[Listed records]:
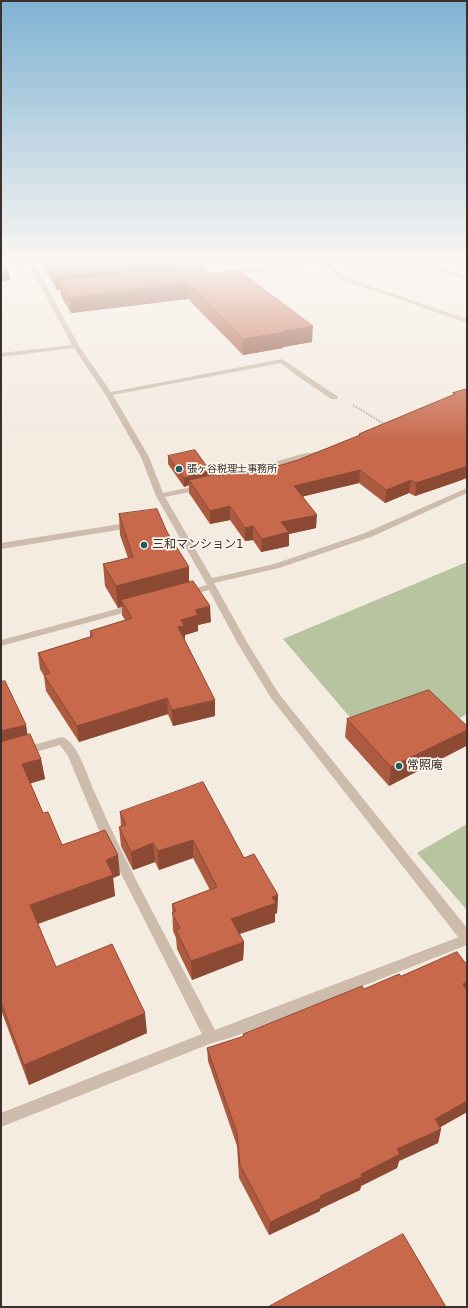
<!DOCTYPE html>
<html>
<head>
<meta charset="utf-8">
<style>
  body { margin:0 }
  #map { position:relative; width:468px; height:1308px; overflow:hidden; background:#f4ebe1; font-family:"DejaVu Sans",sans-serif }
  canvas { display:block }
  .frame { position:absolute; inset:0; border:2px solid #3b302b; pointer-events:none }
</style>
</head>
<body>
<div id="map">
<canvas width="468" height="1308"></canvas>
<div class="frame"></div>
</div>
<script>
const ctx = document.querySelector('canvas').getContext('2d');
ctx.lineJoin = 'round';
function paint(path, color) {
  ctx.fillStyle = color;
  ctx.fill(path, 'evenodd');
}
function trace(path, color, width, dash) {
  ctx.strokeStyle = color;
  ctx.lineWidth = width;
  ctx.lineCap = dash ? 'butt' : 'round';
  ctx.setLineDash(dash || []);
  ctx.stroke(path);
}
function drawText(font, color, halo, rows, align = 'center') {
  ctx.font = font + ' "DejaVu Sans","Noto Sans JP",sans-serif';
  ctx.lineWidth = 3.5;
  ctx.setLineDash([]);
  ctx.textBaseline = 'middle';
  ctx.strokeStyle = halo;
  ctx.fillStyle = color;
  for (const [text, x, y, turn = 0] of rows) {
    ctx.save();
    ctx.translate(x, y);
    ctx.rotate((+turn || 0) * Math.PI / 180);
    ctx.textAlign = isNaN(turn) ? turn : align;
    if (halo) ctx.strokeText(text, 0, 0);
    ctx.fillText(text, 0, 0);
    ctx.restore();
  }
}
const green = new Path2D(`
  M467,562v152l-7,4 -28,-22 -78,26 -71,-83z
  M467,824v86l-50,-57z`);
const path = new Path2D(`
  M353,405l33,20`);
const service = new Path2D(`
  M32,259h15l-17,4 -3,-2z
  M194,259h6l12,15v2h-4z
  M261,259h6l9,8 -5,1z
  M62,737c15,4 26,40 32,54 35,81 80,160 121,239l252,-96v11l-234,92 -21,6 -211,84v-14l201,-79 -104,-206 -30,-72 -8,-11 -59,17v-8z`);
const minor = new Path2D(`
  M26,259h6l47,87 32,46 171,-33 56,38 -1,2h-6l-35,-24 -15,-12 -168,32 36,62 14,36 38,-8 4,2 -1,2 -39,8 47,81 62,-14 91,-31 102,-45v5l-96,44 -92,31 -65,15 34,61 31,50 188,234v15l-5,-1 -191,-244 -33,-54 -29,-54 -22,6 -5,-3 2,-2 23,-6 -51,-89 -15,-39 -36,-63 -31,-46 -73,9v-4l71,-8z
  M333,259h17l-21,4 18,15 120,41v4l-124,-43 -21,-16 -95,11 -3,-2 3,-2z
  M403,259h9l55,17v4z
  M322,451l4,2 -1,2 -19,3 -69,20 -4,-2 1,-2 68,-20z
  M133,522l4,3 -1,2 -135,22v-6z
  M135,604l3,1 2,2 -2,2 -137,37v-6z`);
const wall = new Path2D(`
  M41,259h152l3,6 15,9 101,68 -29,5v1l-40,7 -55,-56 -117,14 -10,-17 -1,-7 -3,1 -16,-28z
  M274,259h47l-42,4z
  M467,389l-8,92 -44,15 -6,-3 -24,10 -26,-20 -56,13 13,32 -27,6v12l-28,6 -8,-12 -8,1 -15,-21 -20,4 -21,-31v-8l-5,2 -16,-23v-8l42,19 7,1 34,-2 47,-14 61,-24v-2l94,-39v-2z
  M119,514l48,18 22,35v15l22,40 -13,3v6l-13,4v6l30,75 -42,10 -5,-12 -89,28 -33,-51 -2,-15 -4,-7 -2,-16 52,-16v-6l35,-11 -3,-5v-8l-4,1 -13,-22 -2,-22 25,-6 -8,-23z
  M1,682l25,43 1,10 14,24 4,20 -15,4 13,30 19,32 58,30 -7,3 2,18 -77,28 18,43 91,66 -118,52 -28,-75z
  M347,719l120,7v17l-1,3 -77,40 -44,-49z
  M120,812l124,46 34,37 -1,18 -2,1v8l-36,12 5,8 -1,18 -51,20 -15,-31 -1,-11 -3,-7 -1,-27 38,-14 -17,-32 -34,12 -4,-8 -22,8 -12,-24 -2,-19h2z
  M467,965v147l-27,15 1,2 -3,14 -39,18 -2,7 -36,18 -1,4 -40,19v2l-51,24 -30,-57 -2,-32 -29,-85 -1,-13 36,-11v-3l158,-58z`);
const shadedWall = new Path2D(`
  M279,259h42l-42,4z
  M195,261l1,12 -137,7 1,9 -3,1 -1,-13z
  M9,272l1,8 -9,2v-9z
  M188,283v16l-117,14 -1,-15z
  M313,326l-1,16 -29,5v1l-40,7v-16z
  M467,466v12l-8,3 -44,15 1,-13z
  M360,470l-1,13 -66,16 1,-13z
  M210,471v9h-21v5l-5,2v-9z
  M411,480l-2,13 -24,10 1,-13z
  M230,506v14l-20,4v-13z
  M317,515l-1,13 -27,6v12l-28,6 1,-13 19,-17z
  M253,526v14l-8,1v-13z
  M189,567v22l-68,11 1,7 -4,1 -2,-22z
  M210,606l1,16 -13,3v6l-13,4v6l-7,-14 3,-7 14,-10z
  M167,698l1,16 -89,28 -2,-16z
  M215,700v16l-42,10 -1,-16z
  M26,725l3,20 -28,7v-21z
  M467,730l-1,16 -77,40 2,-19z
  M41,759l4,20 -19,6 -4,-21z
  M193,840v18l-34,12 -1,-19z
  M153,843l2,19 -22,8 -2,-18z
  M118,855l2,20 -7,3 2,18 -81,29 -4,-20 76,-45z
  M278,895l-1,18 -2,1v8l-44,15v-18l41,-22z
  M244,942l-1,18 -51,20 -1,-19z
  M467,982v13l-4,-11z
  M145,1013l2,20 -118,52 -5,-20z
  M467,1101v11l-35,20 3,-13z
  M441,1129l-3,14 -39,18 -2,7 -36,18 -1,4 -40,19v2l-51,24 1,-13 91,-48 36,-25z`);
const building = new Path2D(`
  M1,259h2l6,13 -8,1z
  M45,259h148l2,2 -139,16z
  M201,265l10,9 27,-4 75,56 -30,5 1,1 -41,7 -55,-56 -118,15 -11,-18z
  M467,389v77l-51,17 -5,-3 -25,10 -26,-20 -66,16 23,29 -36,7 8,10 -27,7 -9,-13 -8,2 -15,-22 -20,5 -21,-31 26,-6 2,2 31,-6 3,4 47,-14 62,-25 -1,-1 7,-3 89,-37 -2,-1z
  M195,450l15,21 -26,7 -16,-22z
  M157,509l10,23 22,35 -73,19 -13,-22 30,-7 -14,-43z
  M193,581l17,25 -15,4 3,5 -17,5 3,6 -6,1 37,73 -43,10 -5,-12 -90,28 -33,-51 6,-2 -12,-20 55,-17 -3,-5 42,-13 -11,-18z
  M5,681l21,44 -25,6v-49z
  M429,690l38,36v4l-76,37 -44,-48z
  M30,734l11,25 -19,5 21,49 5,-1 14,33 43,-15 13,25 -12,5 7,15 -83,30 26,62 56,-23 33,69 -121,52 -23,-63v-260z
  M203,782l41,76 10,-4 24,41 -6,2 4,6 -45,16 13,23 -53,19 -15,-31 4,-2 -8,-15 4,-2 -4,-7 45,-17 -24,-47 -35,11 -5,-8 -22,9 -12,-25 7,-2 -6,-13z
  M457,952l10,13v17l-4,2 4,7v110l-32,18 6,10 -44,20 3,5 -39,20 1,3 -42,19 1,2 -51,24 -30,-57 -3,-32 -30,-85 37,-12 -1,-2 119,-48 2,3 35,-15 2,2z
  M403,1234l43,73h-178z`);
const markers = [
  [179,469,4,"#1f5a5e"],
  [144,545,4,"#1f5a5e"],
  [399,766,4,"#1f5a5e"]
];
const farPoinames = [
  ["張ヶ谷税理士事務所",187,469]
];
const poiNames = [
  ["三和マンション1",152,545],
  ["常照庵",407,766]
];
paint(green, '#b8c4a0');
trace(path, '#b9a596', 2, [1.5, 1.5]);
paint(service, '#cdbbac');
paint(minor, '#cdbbac');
paint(wall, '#ac5a40');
paint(shadedWall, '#8c4a34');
paint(building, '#c8694b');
trace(building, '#8c4a34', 1);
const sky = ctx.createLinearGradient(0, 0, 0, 442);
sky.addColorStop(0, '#7eb2d2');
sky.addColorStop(0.59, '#faf6f2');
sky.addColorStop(1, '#faf6f200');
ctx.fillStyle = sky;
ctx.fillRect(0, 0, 468, 442);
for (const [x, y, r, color] of markers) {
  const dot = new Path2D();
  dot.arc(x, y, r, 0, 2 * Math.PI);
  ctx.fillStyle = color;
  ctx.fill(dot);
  trace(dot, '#fbf5ee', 1.5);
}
drawText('10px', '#3b302b', '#fbf5ee', farPoinames, 'left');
drawText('12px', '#3b302b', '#fbf5ee', poiNames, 'left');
</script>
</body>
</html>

[Try it]:
Nothing but a number is expected: how many lines in the data above hold the word "addColorStop".

[Result for this exercise]:
3